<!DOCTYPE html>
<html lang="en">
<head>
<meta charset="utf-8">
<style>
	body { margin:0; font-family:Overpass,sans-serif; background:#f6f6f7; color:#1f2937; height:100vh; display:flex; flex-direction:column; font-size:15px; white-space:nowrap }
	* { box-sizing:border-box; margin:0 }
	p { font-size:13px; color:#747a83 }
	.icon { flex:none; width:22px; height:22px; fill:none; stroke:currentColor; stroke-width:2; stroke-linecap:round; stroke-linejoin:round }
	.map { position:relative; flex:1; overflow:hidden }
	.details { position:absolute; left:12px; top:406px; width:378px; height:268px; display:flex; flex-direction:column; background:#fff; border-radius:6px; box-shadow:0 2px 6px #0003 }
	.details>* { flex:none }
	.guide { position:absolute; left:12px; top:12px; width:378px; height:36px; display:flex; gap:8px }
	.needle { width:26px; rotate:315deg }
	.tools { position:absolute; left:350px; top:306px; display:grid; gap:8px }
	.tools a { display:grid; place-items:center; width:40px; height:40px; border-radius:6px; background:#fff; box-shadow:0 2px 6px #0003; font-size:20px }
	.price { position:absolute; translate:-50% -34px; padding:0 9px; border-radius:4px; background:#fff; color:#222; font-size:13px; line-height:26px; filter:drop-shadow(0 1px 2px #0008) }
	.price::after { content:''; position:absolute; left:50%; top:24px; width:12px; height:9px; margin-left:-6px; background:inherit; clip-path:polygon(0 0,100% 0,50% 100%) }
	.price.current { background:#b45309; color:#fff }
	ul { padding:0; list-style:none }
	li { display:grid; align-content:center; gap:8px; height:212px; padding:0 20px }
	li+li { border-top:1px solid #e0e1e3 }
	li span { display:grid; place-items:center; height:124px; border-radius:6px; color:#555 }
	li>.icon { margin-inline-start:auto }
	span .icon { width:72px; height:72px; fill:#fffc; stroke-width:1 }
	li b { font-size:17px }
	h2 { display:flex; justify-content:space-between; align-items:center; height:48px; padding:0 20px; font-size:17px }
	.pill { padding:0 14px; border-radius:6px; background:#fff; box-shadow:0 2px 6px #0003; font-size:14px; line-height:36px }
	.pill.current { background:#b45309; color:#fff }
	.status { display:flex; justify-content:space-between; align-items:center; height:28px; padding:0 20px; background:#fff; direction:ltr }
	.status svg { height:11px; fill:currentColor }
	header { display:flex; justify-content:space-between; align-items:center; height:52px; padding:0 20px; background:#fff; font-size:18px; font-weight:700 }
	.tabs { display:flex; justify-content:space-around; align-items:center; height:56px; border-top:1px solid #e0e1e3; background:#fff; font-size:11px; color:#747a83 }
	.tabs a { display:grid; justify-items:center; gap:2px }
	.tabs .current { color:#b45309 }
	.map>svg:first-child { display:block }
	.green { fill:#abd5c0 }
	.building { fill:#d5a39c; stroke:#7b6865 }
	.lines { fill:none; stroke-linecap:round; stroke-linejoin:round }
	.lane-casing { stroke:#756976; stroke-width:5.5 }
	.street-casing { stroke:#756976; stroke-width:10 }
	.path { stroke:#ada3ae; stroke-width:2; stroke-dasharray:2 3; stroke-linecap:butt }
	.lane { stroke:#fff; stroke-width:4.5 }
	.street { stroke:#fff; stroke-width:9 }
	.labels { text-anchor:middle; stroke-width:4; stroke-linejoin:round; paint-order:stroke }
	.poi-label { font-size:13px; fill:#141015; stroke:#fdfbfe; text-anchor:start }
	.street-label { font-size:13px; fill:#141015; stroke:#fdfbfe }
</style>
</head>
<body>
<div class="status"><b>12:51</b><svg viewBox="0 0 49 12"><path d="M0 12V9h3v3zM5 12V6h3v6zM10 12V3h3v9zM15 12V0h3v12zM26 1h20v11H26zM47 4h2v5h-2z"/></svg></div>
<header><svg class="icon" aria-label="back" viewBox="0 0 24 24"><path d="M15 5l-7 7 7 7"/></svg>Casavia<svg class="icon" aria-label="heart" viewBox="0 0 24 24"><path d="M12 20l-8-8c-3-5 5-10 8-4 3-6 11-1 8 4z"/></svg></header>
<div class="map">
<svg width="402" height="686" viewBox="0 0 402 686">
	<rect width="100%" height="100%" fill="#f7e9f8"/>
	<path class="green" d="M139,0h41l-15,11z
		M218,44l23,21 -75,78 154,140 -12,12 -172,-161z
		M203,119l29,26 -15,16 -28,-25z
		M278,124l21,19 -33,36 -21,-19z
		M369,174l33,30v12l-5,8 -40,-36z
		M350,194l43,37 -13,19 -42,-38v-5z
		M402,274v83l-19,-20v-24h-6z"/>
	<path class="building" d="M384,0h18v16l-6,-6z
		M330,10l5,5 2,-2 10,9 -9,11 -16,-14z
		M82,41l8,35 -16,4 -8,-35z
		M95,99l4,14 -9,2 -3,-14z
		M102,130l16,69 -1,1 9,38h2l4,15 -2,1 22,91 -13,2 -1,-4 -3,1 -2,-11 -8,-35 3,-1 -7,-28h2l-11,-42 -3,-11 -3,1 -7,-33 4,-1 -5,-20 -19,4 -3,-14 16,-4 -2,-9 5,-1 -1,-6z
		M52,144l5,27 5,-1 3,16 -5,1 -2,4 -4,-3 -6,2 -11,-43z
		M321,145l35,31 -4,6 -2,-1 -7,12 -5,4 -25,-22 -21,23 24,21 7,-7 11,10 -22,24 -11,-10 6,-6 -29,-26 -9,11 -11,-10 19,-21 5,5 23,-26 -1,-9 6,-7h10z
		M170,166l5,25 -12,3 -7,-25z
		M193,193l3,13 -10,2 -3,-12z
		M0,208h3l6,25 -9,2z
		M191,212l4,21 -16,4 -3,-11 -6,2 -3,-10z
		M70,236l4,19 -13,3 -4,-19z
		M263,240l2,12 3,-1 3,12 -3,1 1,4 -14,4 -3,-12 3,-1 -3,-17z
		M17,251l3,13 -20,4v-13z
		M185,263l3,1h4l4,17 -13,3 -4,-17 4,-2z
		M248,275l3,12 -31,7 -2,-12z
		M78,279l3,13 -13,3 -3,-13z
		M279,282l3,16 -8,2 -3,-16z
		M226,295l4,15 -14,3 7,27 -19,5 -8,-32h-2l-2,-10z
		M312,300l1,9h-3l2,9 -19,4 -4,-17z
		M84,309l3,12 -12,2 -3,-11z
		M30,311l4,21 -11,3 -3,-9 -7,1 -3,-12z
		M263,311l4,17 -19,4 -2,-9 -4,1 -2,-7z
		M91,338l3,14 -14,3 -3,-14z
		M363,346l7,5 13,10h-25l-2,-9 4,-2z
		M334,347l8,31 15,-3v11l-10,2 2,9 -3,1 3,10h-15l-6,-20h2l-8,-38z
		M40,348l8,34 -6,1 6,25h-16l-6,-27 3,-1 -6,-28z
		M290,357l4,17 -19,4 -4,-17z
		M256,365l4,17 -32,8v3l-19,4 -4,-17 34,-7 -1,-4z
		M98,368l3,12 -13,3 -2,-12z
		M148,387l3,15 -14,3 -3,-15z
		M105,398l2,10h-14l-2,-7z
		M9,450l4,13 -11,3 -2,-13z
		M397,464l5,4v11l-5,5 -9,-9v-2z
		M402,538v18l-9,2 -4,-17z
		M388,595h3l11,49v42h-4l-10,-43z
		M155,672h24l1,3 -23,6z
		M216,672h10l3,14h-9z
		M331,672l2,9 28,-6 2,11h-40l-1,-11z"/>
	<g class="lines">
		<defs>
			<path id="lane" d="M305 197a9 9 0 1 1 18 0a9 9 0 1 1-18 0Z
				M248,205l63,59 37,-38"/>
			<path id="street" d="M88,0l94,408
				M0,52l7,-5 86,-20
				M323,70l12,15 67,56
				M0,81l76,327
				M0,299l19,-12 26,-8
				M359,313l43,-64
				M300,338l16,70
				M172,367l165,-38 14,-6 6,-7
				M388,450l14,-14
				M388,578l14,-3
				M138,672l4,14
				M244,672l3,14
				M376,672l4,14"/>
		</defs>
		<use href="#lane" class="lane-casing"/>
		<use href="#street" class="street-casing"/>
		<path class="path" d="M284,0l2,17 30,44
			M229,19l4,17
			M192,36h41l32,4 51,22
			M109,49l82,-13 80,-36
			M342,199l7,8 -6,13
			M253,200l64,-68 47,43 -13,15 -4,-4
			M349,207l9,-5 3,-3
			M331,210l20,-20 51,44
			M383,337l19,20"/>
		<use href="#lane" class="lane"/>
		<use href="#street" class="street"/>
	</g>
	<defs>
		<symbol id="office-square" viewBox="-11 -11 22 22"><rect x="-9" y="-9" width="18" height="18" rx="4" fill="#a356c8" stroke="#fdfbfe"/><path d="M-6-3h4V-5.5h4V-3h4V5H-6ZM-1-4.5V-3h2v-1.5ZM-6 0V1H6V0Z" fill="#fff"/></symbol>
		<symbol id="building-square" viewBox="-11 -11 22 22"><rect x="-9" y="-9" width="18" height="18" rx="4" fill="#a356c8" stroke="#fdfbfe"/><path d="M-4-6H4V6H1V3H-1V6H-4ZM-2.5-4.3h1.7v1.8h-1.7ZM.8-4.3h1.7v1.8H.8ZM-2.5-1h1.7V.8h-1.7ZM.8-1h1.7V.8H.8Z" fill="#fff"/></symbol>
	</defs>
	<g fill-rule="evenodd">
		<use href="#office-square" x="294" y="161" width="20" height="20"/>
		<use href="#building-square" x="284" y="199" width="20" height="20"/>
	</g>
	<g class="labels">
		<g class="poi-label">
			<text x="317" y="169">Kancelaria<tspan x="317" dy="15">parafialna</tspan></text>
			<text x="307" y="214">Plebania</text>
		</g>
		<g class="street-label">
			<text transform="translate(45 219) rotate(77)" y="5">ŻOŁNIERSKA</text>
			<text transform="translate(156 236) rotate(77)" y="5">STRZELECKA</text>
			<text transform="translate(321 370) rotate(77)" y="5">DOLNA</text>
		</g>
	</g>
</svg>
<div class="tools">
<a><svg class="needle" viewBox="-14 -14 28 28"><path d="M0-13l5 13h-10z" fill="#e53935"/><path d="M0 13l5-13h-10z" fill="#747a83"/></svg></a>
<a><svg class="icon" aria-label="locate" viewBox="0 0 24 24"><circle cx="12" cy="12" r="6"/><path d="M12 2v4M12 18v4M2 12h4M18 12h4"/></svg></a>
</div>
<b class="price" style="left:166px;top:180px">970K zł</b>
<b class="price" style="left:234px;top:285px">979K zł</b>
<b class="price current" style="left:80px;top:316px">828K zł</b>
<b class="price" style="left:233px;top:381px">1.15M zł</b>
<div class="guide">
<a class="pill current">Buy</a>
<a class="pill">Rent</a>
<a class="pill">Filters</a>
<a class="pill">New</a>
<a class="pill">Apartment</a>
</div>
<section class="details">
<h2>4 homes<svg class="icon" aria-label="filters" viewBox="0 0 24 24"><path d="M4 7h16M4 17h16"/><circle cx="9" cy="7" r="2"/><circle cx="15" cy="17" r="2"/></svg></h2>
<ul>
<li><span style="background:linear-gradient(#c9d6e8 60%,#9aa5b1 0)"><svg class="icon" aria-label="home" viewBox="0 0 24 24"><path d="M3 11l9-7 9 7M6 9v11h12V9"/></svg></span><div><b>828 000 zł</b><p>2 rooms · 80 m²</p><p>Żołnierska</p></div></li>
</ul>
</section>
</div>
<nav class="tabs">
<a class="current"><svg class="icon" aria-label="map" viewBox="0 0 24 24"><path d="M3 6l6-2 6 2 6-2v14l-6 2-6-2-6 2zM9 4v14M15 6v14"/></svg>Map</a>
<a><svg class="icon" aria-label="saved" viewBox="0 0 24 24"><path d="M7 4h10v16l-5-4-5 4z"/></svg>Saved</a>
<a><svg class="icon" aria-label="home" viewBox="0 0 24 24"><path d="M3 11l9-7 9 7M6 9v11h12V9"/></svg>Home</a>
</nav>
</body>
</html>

Work required> Taking the material above, extract exactly and only the lines from the line with "20l-8-8c-3-5 5-10 8-4" to the line with "M9,450l4,13 -11,3 -2,-13z", inclusive of both.

Reply>
<header><svg class="icon" aria-label="back" viewBox="0 0 24 24"><path d="M15 5l-7 7 7 7"/></svg>Casavia<svg class="icon" aria-label="heart" viewBox="0 0 24 24"><path d="M12 20l-8-8c-3-5 5-10 8-4 3-6 11-1 8 4z"/></svg></header>
<div class="map">
<svg width="402" height="686" viewBox="0 0 402 686">
	<rect width="100%" height="100%" fill="#f7e9f8"/>
	<path class="green" d="M139,0h41l-15,11z
		M218,44l23,21 -75,78 154,140 -12,12 -172,-161z
		M203,119l29,26 -15,16 -28,-25z
		M278,124l21,19 -33,36 -21,-19z
		M369,174l33,30v12l-5,8 -40,-36z
		M350,194l43,37 -13,19 -42,-38v-5z
		M402,274v83l-19,-20v-24h-6z"/>
	<path class="building" d="M384,0h18v16l-6,-6z
		M330,10l5,5 2,-2 10,9 -9,11 -16,-14z
		M82,41l8,35 -16,4 -8,-35z
		M95,99l4,14 -9,2 -3,-14z
		M102,130l16,69 -1,1 9,38h2l4,15 -2,1 22,91 -13,2 -1,-4 -3,1 -2,-11 -8,-35 3,-1 -7,-28h2l-11,-42 -3,-11 -3,1 -7,-33 4,-1 -5,-20 -19,4 -3,-14 16,-4 -2,-9 5,-1 -1,-6z
		M52,144l5,27 5,-1 3,16 -5,1 -2,4 -4,-3 -6,2 -11,-43z
		M321,145l35,31 -4,6 -2,-1 -7,12 -5,4 -25,-22 -21,23 24,21 7,-7 11,10 -22,24 -11,-10 6,-6 -29,-26 -9,11 -11,-10 19,-21 5,5 23,-26 -1,-9 6,-7h10z
		M170,166l5,25 -12,3 -7,-25z
		M193,193l3,13 -10,2 -3,-12z
		M0,208h3l6,25 -9,2z
		M191,212l4,21 -16,4 -3,-11 -6,2 -3,-10z
		M70,236l4,19 -13,3 -4,-19z
		M263,240l2,12 3,-1 3,12 -3,1 1,4 -14,4 -3,-12 3,-1 -3,-17z
		M17,251l3,13 -20,4v-13z
		M185,263l3,1h4l4,17 -13,3 -4,-17 4,-2z
		M248,275l3,12 -31,7 -2,-12z
		M78,279l3,13 -13,3 -3,-13z
		M279,282l3,16 -8,2 -3,-16z
		M226,295l4,15 -14,3 7,27 -19,5 -8,-32h-2l-2,-10z
		M312,300l1,9h-3l2,9 -19,4 -4,-17z
		M84,309l3,12 -12,2 -3,-11z
		M30,311l4,21 -11,3 -3,-9 -7,1 -3,-12z
		M263,311l4,17 -19,4 -2,-9 -4,1 -2,-7z
		M91,338l3,14 -14,3 -3,-14z
		M363,346l7,5 13,10h-25l-2,-9 4,-2z
		M334,347l8,31 15,-3v11l-10,2 2,9 -3,1 3,10h-15l-6,-20h2l-8,-38z
		M40,348l8,34 -6,1 6,25h-16l-6,-27 3,-1 -6,-28z
		M290,357l4,17 -19,4 -4,-17z
		M256,365l4,17 -32,8v3l-19,4 -4,-17 34,-7 -1,-4z
		M98,368l3,12 -13,3 -2,-12z
		M148,387l3,15 -14,3 -3,-15z
		M105,398l2,10h-14l-2,-7z
		M9,450l4,13 -11,3 -2,-13z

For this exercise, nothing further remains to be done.